Third Party Special Needs Trust
For persons who are disabled, the beneficiary does not need to have a specific disability. Families who suspect that a family member may need governmental benefits in the future can set aside that family member’s inheritance in a third party special needs trust.
First Party Special Needs Trust
Self-settled special needs trust requires a person per SSA regulations under the age of 65 be disabled but the trustee of a (d)(4)(A) trust can be a family member, friend, professional or corporate trust.
Third Party Pooled Special Needs Trust
For persons who are disabled but may be used for a beneficiary who is borderline disabled or is modestly employed and not eligible for SSI or SSDI but may need other needs based benefits such as Medicaid, or Housing Subsidy. There is no age restriction for the beneficiary.
First Party Pooled Special Needs Trust
The beneficiary has a disability that meets the SSA definition of disability and is under the age of 65 when established.

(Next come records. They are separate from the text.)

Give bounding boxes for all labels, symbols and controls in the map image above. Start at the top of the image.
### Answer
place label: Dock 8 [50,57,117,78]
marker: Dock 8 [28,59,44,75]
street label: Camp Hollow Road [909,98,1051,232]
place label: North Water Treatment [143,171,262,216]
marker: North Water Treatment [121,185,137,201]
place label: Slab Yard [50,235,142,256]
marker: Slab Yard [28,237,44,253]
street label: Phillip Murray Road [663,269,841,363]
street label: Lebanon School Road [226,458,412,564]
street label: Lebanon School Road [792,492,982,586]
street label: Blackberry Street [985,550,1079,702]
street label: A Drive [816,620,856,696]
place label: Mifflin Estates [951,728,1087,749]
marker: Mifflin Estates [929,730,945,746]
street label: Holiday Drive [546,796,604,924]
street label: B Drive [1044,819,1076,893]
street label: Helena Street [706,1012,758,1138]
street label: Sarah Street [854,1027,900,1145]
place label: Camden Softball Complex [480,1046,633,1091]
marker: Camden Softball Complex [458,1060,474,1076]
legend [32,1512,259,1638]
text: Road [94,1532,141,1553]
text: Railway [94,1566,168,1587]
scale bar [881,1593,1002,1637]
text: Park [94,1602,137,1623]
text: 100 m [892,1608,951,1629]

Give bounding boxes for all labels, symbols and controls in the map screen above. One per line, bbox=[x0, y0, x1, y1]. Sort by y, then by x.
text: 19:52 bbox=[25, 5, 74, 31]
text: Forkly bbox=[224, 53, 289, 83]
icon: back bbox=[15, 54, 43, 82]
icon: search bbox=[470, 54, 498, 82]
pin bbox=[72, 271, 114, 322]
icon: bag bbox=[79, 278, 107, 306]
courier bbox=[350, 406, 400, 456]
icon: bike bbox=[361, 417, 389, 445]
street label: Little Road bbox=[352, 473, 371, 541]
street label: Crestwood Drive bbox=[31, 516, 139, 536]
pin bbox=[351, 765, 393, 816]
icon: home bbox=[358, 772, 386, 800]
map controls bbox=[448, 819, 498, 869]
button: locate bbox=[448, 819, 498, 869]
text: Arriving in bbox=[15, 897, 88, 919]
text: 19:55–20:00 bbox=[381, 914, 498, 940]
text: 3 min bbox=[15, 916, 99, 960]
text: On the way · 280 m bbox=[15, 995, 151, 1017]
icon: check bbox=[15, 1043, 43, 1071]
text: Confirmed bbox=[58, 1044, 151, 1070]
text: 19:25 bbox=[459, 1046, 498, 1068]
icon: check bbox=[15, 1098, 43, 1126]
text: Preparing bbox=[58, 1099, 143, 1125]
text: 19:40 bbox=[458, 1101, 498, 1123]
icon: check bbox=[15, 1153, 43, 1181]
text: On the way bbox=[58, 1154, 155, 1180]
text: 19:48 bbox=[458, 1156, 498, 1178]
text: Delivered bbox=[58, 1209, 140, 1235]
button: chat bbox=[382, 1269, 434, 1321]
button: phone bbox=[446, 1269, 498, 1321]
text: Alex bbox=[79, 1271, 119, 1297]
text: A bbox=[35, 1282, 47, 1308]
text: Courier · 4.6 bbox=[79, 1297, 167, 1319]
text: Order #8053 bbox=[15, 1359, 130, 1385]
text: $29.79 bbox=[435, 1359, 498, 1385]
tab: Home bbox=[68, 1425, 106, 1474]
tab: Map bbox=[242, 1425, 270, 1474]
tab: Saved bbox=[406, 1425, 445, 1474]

Who can set up and fund the account?

Third Party Special Needs Trust
The grantor can be anyone, except the beneficiary. Multiple third-parties can contribute to the trust.
First Party Special Needs Trust
The grantor can be the disabled person, a parent, grandparent, court or legal guardian. The trust is funded with the beneficiary’s own money.
Third Party Pooled Special Needs Trust
The grantor can be anyone, except the beneficiary. Multiple third-parties can contribute to the trust.
First Party Pooled Special Needs Trust
The grantor can be the beneficiary, parent, grandparent, court or legal guardian. The trust is funded with funds which belong to the beneficiary as in the first party special needs trust.

Does the beneficiary have to reside in the state where the program or trust is located?

Third Party Special Needs Trust
There are no restrictions on a third party special needs trust.
First Party Special Needs Trust
There are no restrictions on a first party special needs trust.
Third Party Pooled Special Needs Trust
Many pooled trusts organizations are state-specific, but there are a number of national pooled trust organizations that serve clients throughout the United States.
First Party Pooled Special Needs Trust
There are no restrictions on a first party pooled special needs trust.

Can the beneficiary have more than one account or type of trust?

Third Party Special Needs Trust
A beneficiary can have more than one trust account.
First Party Special Needs Trust
A beneficiary can have more than one trust account.
Third Party Pooled Special Needs Trust
A beneficiary can have more than one trust account.
First Party Pooled Special Needs Trust
A beneficiary can have more than one trust account.

Are there any restrictions on contributions?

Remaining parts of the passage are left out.